À Marcory Zone 4, les équipements de protection ne suffisent pas toujours
Dans ce secteur de la commune de Marcory, les immeubles de 12 à 20 étages deviennent de plus en plus nombreux. Les travaux exposent quotidiennement les ouvriers à des risques liés notamment aux interventions en hauteur.
Casques, chaussures de sécurité, gants, lunettes et harnais font partie des équipements disponibles sur les chantiers visités. Pourtant, leur utilisation varie selon les travailleurs et les situations.
Un peintre rencontré sur place estime que certains ouvriers retirent régulièrement leurs équipements. Il évoque la gêne, l’habitude ou encore un excès de confiance parmi les raisons avancées.
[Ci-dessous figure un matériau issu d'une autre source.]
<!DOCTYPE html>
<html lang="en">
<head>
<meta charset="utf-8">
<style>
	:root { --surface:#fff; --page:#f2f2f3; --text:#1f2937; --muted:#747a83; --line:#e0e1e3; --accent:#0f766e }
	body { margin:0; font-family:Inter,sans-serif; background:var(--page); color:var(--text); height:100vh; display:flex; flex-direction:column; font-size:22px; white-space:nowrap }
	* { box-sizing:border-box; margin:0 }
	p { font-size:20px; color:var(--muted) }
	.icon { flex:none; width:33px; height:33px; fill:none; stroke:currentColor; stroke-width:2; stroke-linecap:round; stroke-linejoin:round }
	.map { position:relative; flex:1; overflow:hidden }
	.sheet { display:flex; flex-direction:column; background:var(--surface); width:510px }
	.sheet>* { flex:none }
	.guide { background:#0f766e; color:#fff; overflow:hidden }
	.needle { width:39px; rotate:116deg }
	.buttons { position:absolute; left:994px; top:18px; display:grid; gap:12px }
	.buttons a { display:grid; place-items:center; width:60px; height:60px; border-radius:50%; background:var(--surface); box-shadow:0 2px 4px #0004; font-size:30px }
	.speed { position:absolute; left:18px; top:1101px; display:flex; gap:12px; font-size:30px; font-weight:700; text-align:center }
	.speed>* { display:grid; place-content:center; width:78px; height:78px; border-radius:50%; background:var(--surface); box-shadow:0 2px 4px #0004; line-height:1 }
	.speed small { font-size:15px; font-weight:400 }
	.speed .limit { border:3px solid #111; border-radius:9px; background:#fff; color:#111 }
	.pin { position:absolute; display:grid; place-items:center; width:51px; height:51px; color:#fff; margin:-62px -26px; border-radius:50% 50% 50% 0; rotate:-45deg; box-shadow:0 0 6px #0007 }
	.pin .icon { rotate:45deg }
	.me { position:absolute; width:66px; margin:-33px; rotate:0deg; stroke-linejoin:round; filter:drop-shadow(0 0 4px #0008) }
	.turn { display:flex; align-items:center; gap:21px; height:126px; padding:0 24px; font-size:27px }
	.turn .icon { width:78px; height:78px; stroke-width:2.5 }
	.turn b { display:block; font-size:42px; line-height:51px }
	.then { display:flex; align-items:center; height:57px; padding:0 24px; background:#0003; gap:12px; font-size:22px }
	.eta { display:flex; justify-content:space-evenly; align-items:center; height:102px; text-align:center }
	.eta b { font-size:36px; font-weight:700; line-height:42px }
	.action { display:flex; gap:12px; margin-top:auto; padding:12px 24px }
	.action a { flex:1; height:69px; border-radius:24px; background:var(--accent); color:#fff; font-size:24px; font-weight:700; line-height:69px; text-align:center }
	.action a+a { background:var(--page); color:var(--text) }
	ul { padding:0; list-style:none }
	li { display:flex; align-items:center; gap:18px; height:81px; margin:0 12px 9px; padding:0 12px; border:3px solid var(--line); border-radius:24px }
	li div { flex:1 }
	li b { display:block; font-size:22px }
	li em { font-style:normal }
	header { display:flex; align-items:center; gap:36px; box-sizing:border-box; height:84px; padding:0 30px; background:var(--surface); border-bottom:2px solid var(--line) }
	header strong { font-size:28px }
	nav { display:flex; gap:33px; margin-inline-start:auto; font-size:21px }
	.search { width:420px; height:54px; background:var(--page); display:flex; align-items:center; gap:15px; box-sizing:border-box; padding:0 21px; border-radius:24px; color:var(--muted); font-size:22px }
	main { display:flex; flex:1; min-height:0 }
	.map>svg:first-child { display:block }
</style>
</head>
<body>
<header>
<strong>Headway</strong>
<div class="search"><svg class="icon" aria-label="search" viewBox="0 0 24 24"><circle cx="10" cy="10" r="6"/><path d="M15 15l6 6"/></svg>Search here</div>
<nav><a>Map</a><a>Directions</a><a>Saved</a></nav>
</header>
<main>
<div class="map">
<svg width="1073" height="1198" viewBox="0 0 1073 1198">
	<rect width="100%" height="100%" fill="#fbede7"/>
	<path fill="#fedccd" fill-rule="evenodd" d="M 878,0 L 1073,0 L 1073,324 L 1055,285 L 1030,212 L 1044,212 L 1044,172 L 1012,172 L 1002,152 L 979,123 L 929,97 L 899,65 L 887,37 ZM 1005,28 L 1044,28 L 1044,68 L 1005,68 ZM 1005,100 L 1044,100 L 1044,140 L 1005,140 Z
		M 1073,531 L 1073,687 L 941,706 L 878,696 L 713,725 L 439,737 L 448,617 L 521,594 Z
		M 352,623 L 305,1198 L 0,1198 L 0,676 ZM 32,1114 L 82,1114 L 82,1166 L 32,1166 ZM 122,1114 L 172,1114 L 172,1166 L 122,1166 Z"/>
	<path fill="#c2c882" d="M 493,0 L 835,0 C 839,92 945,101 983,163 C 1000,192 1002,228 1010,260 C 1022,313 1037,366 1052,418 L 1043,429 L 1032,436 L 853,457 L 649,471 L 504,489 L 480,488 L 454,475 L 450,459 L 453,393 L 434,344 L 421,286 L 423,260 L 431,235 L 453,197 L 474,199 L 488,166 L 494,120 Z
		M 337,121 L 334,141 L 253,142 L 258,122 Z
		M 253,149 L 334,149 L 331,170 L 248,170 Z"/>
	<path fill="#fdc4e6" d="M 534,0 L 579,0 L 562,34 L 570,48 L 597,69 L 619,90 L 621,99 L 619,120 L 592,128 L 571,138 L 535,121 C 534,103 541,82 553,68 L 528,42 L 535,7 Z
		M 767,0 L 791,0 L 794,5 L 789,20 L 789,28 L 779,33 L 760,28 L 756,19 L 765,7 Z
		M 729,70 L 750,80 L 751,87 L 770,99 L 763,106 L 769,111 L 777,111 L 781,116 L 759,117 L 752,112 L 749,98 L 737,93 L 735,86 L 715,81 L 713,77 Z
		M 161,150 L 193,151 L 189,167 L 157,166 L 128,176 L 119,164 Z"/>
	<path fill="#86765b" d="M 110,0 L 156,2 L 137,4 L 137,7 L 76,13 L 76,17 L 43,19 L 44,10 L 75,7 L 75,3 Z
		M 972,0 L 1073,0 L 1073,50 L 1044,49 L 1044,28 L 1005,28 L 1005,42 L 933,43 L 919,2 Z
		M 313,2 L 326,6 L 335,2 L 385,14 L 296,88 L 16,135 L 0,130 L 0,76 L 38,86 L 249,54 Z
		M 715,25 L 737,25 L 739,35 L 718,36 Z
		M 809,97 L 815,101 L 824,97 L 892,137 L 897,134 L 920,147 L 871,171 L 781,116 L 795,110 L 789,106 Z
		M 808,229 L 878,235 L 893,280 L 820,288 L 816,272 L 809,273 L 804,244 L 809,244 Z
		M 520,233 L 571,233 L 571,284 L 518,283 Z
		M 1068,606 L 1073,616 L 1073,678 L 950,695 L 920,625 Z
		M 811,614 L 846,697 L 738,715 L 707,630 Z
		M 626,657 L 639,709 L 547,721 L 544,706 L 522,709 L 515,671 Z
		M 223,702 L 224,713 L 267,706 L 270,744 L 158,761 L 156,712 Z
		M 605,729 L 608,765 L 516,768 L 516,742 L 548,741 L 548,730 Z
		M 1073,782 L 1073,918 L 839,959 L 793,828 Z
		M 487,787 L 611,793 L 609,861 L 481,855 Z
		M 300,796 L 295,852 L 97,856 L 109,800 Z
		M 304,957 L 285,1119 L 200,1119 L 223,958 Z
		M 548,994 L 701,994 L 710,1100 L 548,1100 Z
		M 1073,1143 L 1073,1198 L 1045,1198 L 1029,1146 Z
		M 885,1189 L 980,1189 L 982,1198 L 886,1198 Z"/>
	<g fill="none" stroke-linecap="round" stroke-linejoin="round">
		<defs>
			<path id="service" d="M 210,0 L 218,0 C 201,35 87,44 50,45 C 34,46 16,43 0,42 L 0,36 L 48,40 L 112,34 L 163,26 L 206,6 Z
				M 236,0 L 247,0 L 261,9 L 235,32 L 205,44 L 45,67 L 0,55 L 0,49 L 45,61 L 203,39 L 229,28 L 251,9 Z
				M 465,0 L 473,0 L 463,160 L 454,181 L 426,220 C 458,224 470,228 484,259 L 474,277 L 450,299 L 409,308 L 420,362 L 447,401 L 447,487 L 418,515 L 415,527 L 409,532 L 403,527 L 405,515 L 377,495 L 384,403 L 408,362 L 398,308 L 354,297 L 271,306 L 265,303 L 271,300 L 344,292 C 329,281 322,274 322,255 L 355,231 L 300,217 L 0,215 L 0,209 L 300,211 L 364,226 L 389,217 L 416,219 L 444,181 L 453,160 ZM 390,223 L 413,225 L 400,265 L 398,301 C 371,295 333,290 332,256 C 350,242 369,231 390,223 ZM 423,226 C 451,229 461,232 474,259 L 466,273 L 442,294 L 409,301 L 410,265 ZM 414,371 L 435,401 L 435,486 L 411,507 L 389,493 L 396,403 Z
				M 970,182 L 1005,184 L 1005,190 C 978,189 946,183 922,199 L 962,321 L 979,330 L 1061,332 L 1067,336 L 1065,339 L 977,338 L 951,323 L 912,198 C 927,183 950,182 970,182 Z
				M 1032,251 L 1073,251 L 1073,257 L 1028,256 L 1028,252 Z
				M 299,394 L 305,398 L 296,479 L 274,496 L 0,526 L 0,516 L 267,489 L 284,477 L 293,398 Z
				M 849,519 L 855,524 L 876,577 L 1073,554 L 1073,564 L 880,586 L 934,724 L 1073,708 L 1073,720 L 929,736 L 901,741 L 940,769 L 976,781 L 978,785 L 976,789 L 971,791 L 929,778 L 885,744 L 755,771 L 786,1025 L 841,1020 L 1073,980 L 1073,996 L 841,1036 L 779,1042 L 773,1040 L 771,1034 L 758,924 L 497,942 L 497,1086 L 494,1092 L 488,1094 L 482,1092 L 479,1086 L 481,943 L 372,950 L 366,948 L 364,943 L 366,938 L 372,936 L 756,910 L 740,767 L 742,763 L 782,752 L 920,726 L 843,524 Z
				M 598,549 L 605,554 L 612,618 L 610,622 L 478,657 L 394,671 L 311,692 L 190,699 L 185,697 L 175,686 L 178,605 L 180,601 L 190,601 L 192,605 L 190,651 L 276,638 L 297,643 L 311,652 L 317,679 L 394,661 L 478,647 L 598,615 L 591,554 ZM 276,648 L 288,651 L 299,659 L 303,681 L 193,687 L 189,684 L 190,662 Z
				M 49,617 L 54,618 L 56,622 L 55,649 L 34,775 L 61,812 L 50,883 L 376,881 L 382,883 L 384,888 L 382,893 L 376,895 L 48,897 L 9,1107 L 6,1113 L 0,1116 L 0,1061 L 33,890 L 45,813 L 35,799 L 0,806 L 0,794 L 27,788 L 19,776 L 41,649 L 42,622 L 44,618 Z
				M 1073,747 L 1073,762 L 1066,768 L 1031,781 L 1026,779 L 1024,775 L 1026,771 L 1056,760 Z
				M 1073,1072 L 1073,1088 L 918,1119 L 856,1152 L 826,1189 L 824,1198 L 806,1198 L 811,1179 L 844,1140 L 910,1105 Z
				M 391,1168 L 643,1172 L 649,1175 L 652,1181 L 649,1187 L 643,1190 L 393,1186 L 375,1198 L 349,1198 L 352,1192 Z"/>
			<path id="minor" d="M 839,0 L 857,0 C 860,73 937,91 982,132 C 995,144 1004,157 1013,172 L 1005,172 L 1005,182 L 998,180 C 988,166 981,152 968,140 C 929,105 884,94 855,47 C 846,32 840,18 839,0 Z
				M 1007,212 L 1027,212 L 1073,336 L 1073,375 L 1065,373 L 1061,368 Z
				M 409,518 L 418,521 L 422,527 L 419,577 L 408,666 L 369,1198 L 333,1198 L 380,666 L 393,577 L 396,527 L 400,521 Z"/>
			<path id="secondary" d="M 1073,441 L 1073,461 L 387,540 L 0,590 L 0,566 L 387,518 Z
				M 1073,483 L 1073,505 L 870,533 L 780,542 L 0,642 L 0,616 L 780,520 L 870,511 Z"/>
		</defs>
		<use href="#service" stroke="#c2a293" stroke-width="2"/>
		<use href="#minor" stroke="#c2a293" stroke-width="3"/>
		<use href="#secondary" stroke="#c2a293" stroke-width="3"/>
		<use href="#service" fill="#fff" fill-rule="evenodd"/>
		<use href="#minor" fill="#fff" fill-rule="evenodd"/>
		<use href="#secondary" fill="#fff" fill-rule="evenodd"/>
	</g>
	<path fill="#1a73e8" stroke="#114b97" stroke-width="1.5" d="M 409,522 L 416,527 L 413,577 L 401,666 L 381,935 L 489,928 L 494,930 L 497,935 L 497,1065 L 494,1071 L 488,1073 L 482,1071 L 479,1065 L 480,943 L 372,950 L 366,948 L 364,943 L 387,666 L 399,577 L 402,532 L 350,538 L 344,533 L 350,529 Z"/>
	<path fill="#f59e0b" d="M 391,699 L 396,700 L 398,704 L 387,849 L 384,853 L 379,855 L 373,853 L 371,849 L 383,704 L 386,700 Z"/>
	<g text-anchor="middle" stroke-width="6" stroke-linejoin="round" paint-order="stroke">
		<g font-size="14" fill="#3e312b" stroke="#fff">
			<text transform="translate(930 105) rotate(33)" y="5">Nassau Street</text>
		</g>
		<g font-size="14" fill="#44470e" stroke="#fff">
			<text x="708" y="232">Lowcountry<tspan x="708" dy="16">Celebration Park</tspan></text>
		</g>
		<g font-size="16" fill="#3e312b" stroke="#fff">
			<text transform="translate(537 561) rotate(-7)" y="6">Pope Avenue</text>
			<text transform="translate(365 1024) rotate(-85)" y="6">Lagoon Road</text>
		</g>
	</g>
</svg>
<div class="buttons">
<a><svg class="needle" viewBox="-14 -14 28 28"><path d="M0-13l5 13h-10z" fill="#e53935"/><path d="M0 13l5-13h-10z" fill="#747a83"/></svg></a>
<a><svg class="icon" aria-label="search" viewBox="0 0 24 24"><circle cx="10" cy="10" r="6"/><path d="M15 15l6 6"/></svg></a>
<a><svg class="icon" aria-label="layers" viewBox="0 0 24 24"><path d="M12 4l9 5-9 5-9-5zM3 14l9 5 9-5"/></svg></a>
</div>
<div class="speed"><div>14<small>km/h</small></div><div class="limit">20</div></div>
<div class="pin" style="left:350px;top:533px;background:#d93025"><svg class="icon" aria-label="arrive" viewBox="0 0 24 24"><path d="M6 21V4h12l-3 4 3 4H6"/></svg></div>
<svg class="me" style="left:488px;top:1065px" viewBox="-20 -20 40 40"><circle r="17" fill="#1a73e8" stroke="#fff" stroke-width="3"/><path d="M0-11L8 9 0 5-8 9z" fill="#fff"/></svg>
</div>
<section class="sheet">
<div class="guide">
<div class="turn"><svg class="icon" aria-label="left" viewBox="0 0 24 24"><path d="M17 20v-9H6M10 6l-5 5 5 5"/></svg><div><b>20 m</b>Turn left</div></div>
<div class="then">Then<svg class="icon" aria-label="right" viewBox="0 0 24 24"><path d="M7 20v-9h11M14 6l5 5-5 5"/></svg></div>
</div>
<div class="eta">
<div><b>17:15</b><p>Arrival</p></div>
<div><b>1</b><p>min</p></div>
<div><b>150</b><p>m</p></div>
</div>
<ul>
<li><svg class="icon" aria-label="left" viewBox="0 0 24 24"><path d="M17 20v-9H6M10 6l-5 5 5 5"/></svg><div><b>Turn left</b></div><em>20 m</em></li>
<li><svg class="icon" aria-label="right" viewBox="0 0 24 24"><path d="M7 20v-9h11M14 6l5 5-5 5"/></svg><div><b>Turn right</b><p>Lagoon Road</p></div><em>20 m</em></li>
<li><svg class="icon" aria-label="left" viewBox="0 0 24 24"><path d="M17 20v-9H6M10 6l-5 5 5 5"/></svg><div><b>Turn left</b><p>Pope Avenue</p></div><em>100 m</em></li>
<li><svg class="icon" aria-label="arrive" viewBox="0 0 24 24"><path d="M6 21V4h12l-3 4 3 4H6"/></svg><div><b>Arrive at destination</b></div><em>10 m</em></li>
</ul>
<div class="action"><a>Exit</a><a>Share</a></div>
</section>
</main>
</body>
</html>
Le constat n’est toutefois pas uniforme. Sur certains sites, les responsables affirment appliquer des règles strictes. Le port du casque et du harnais devient alors une condition indispensable pour accéder aux zones en hauteur.
Les encadreurs jouent ainsi un rôle central. Des rappels des consignes sont effectués au début de la journée. Les travailleurs qui ne respectent pas les règles peuvent également être écartés du chantier.
Pour un superviseur interrogé, la surveillance doit rester permanente. Il affirme intervenir immédiatement lorsqu’un ouvrier travaille en hauteur sans protection adaptée.
Une chute mortelle relance les questions sur la prévention
Cette question prend une dimension particulière après le décès d’un ouvrier survenu le mercredi 29 juillet 2026 à Marcory Zone 4.
Selon les premières informations, la victime a fait une chute depuis plusieurs niveaux d’un immeuble en construction. Elle serait tombée entre les 16ᵉ et 19ᵉ étages.
Une enquête a été ouverte afin d’établir les circonstances précises du drame. Elle doit également permettre de vérifier les conditions de sécurité présentes sur le site.
Sur les chantiers interrogés, plusieurs travailleurs reconnaissent pourtant le caractère dangereux de leur métier. Certains soulignent l’importance du harnais lorsqu’ils interviennent en hauteur.
La prévention ne repose cependant pas uniquement sur les ouvriers. Les entreprises doivent aussi mettre en place des dispositifs adaptés pour réduire les risques et permettre une intervention rapide en cas d’accident.
Des responsables évoquent notamment la présence de trousses de premiers secours sur certains sites. Cette organisation vise à prendre en charge les blessures légères en attendant, si nécessaire, une assistance médicale.
Les témoignages recueillis montrent donc une situation contrastée. Les équipements existent et les consignes sont parfois strictes. Mais leur efficacité dépend aussi de leur utilisation constante et du contrôle exercé sur le terrain.